KANALLAR ARASINDA DÜZ BİR ŞEHİR: AMSTERDAM

Avrupa Rüyası ile otobüsle avrupa turu yapıyoruz. Bu tur sayesinde onlarca şehir görüp farklı ülkeleri gezme şansı bulduk. Nedense arkadaşlarım ve ben bugün ayrı bir heyecan yaşıyoruz. Çünkü bugün Berlin'den Amsterdam'a gidiyoruz. Yol boyunca orada neler yapacaklarımızı planlayıp daha da sabırsızlanıyoruz.

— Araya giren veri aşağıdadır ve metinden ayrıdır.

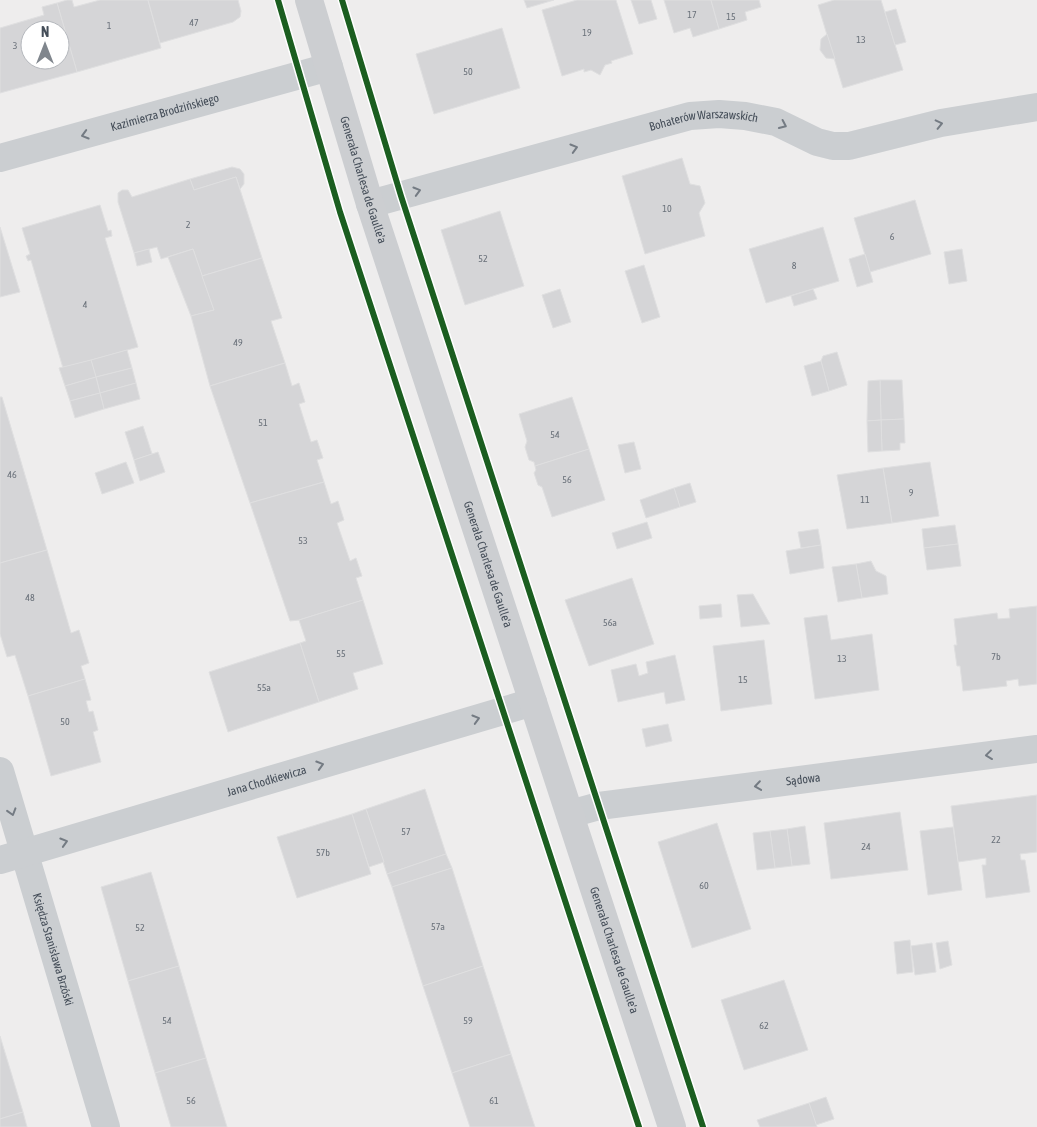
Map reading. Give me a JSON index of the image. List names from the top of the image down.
{
  "streets": {
    "main road": ["Generała Charlesa de Gaulle'a"],
    "street": [
      "Kazimierza Brodzińskiego",
      "Bohaterów Warszawskich",
      "Sądowa",
      "Jana Chodkiewicza",
      "Księdza Stanisława Brzóski"
    ]
  },
  "crossings": [
    ["Kazimierza Brodzińskiego", "Generała Charlesa de Gaulle'a"],
    ["Bohaterów Warszawskich", "Generała Charlesa de Gaulle'a"],
    ["Generała Charlesa de Gaulle'a", "Sądowa"],
    ["Generała Charlesa de Gaulle'a", "Jana Chodkiewicza"],
    ["Jana Chodkiewicza", "Księdza Stanisława Brzóski"]
  ],
  "one_way": [
    "Kazimierza Brodzińskiego",
    "Bohaterów Warszawskich",
    "Sądowa",
    "Jana Chodkiewicza"
  ],
  "house_numbers": [
    "17",
    "15",
    "47",
    "1",
    "19",
    "13",
    "3",
    "50",
    "10",
    "2",
    "6",
    "52",
    "8",
    "4",
    "49",
    "51",
    "54",
    "46",
    "56",
    "9",
    "11",
    "53",
    "48",
    "56a",
    "55",
    "7b",
    "13",
    "15",
    "55a",
    "50",
    "57",
    "22",
    "24",
    "57b",
    "60",
    "57a",
    "52",
    "54",
    "59",
    "62",
    "56",
    "61"
  ],
  "north": "top"
}
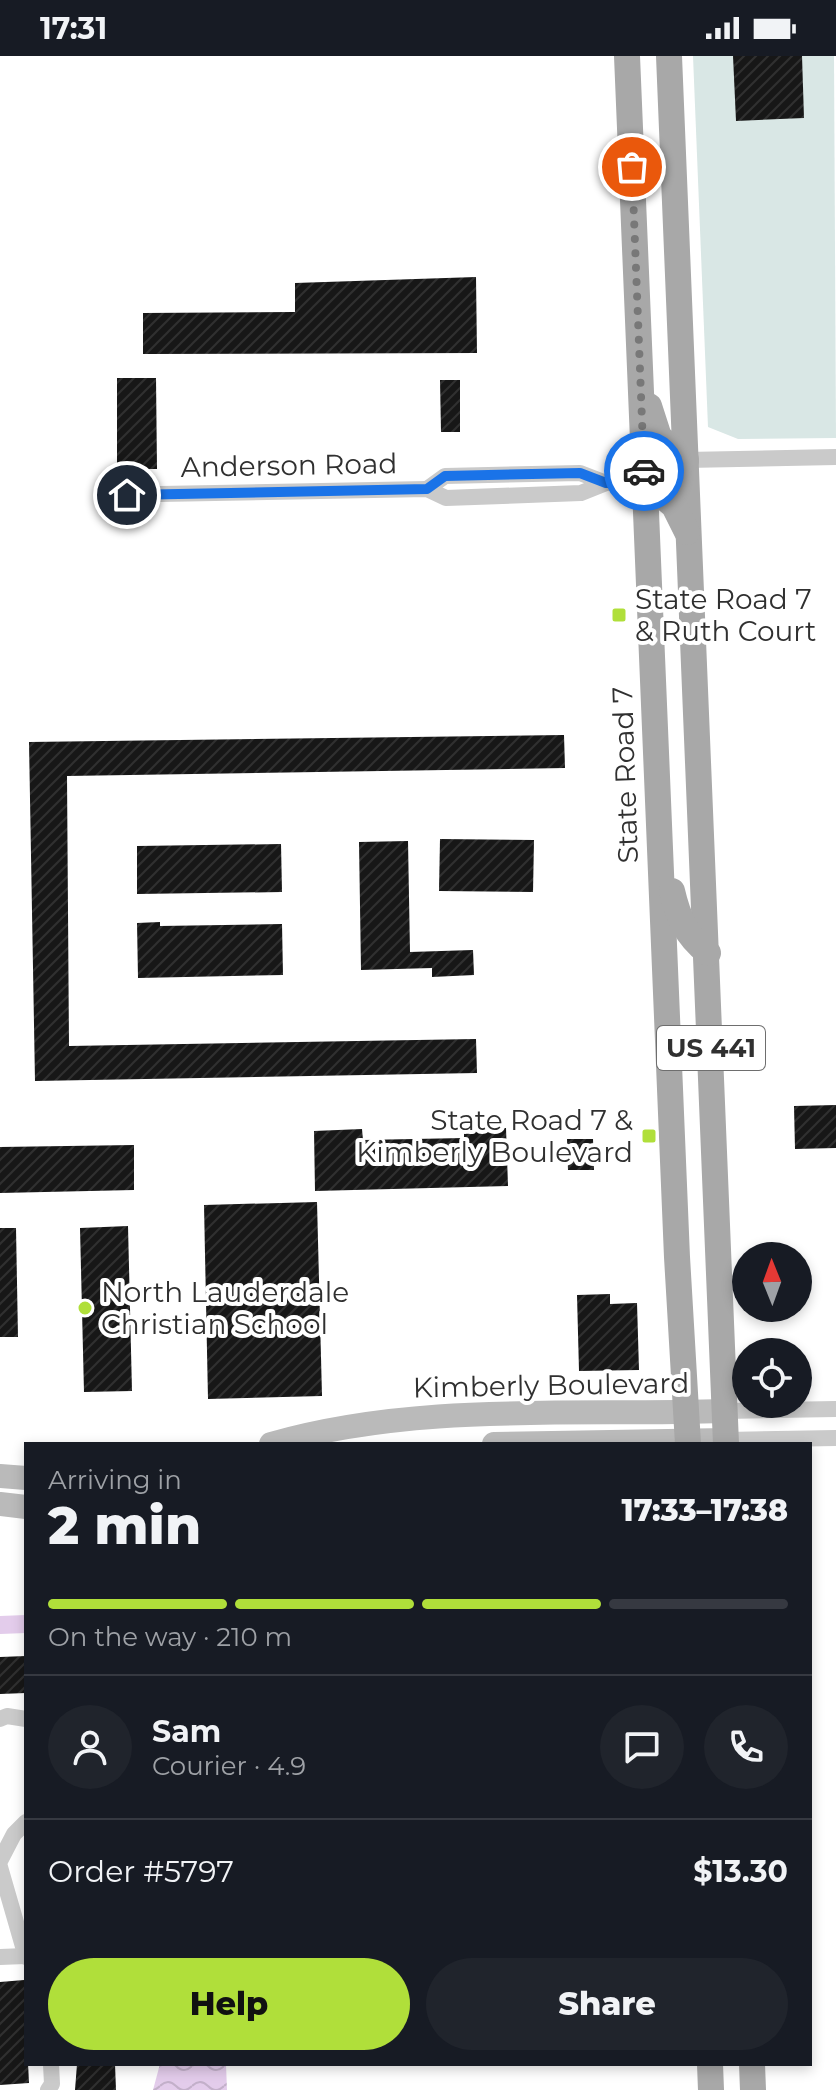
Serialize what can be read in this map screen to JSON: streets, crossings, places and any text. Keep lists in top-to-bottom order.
{
  "streets": {
    "main road": ["State Road 7", "US 441"],
    "street": ["Anderson Road", "Kimberly Boulevard"]
  },
  "crossings": [
    ["Anderson Road", "State Road 7"],
    ["State Road 7", "Kimberly Boulevard"],
    ["US 441", "Kimberly Boulevard"]
  ],
  "places": {
    "transit": ["State Road 7 & Ruth Court", "State Road 7 & Kimberly Boulevard"],
    "other": ["North Lauderdale Christian School"]
  },
  "north": "top",
  "page": {
    "status": "17:31",
    "heading": ["2 min", "Arriving in", "17:33–17:38"],
    "panel": [
      "Sam",
      "Courier · 4.9",
      "Order #5797",
      "$13.30"
    ],
    "bar": "On the way · 210 m",
    "buttons": ["Help", "Share"]
  }
}
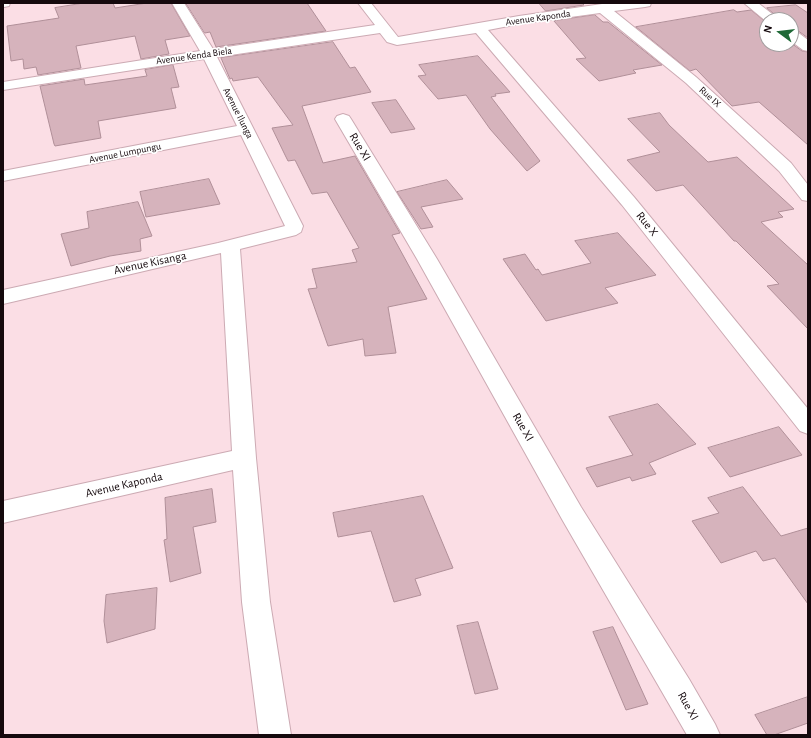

Veee Avrupa Rüyası otobüsümüz şehre giriş yapıyor. Nihayet şehre vardığımızda önce nutkumuz tutuluyor sonra aklımız. Şehrin her köşesi ayrı güzel. Zaten eğlence şehri olarak ün yapmış bi şehri beğenmemek düşünülemezdi. Hemen etrafı gezmeye başlıyoruz.

Dam Meydanı
Tabii ki bir şehre geldiğinizde oranın meydanını görmemek olmaz. Biz de ilk iş ünlü Dam meydanını görmeye gittik. Burada özellikle turistlere yönelik çeşitli şovlar ve atraksiyonlar var. Biz etrafta gezinirken çok ağzımızı açtık galiba ki yerel halktan birkaç kişi hırsızlık olayları için bizi uyardı. E biz de sizi uyarıyoruz. Bizim gibi hayran hayran gezmeyin azcık etrafınıza bakın. 1808 yılında Napolyon burayı işgal ettiğinde şehrin yönetimini bu meydanda devralmış. Meydanda bulunan Kraliyet Sarayı (Koninklijk Paleis) eskiden belediye binası olarak kullanılış. Ön cephesi klasik tarzda ve saray kente ve yönetimine övgü için yapılmış. Burada ayrıca Nieuwe Kerk, Madame Tussaud’s Müzesi ve National Monument’ı görmeniz mümkün. Dam Meydanı bugün rengarenk, huzurlu ve çok da ünlü bir yer. Biz çok eğlendik sizin de zevk alacağınızdan eminiz.

Amsterdam Kanalları
Şimdi Venedik başka, Amsterdam başka! Nasıl ki; Venedik’te gondol keyfi olmadan olmaz, Amsterdam’da da kanalda tekne turu yapmadan olmaz dedik ve geldik tekne turu yapmaya. Centraal Station’ın önünden kanal turu tekneleri kalkıyor. Burada tur yapan firmaların teknelerini görebilirsiniz. Seçenek çok olduğunu da söyleyelim. Gündüz ve akşam olmak üzere dilediğiniz gibi bir tur yapabilirsiniz. Gündüz 13€, akşam 15€, yemekli isterseni 60€’ya kadar fiyatlar değişiyor. Tekneye bindikten sonra tur başlıyor ve kanallar arasında dolaşıyorsunuz. Romantik vakit geçirmek isteyenlere akşam gezisini öneririz. Kanal turu yaklaşık 1 saat sürüyor ve sesli anlatım var. 18 dil seçeneği olan anlatımlarda, sıkı durun! Evet! Türkçe de mevcut. Kanalları ve eski evleri iyice yakından görebiliyoruz. Çünkü bazı yerlerde bizim için dibine kadar yanaşıyor teknemiz. Evlerle ilgili ilginç bir ayrıntı; her evin üst kısmında bir kanca var ve evler bilerek öne doğru eğik olarak yapılmış. Eskiden toprak Hollanda’da çok değerliymiş ve evler taban alanlarına göre vergilendirilirmiş. Bu yüzden evleri ve girişlerini küçücük yapmışlar. Eşyalar bu kapılardan sığmadığı için de her evin tepesine bu kancalardan takmışlar ve sarkıttıkları halat ile eşyaları yukarı çekip pencerelerden içeri sokuyorlarmış. Bizce Amsterdam’da ilk önce yapılması gereken etkinlikler birisi de bu tekne tura katılmak olabilir. Çünkü şehir hakkında bilgi sahibi olabiliyor, ne nerede öğrenebiiyorsunuz.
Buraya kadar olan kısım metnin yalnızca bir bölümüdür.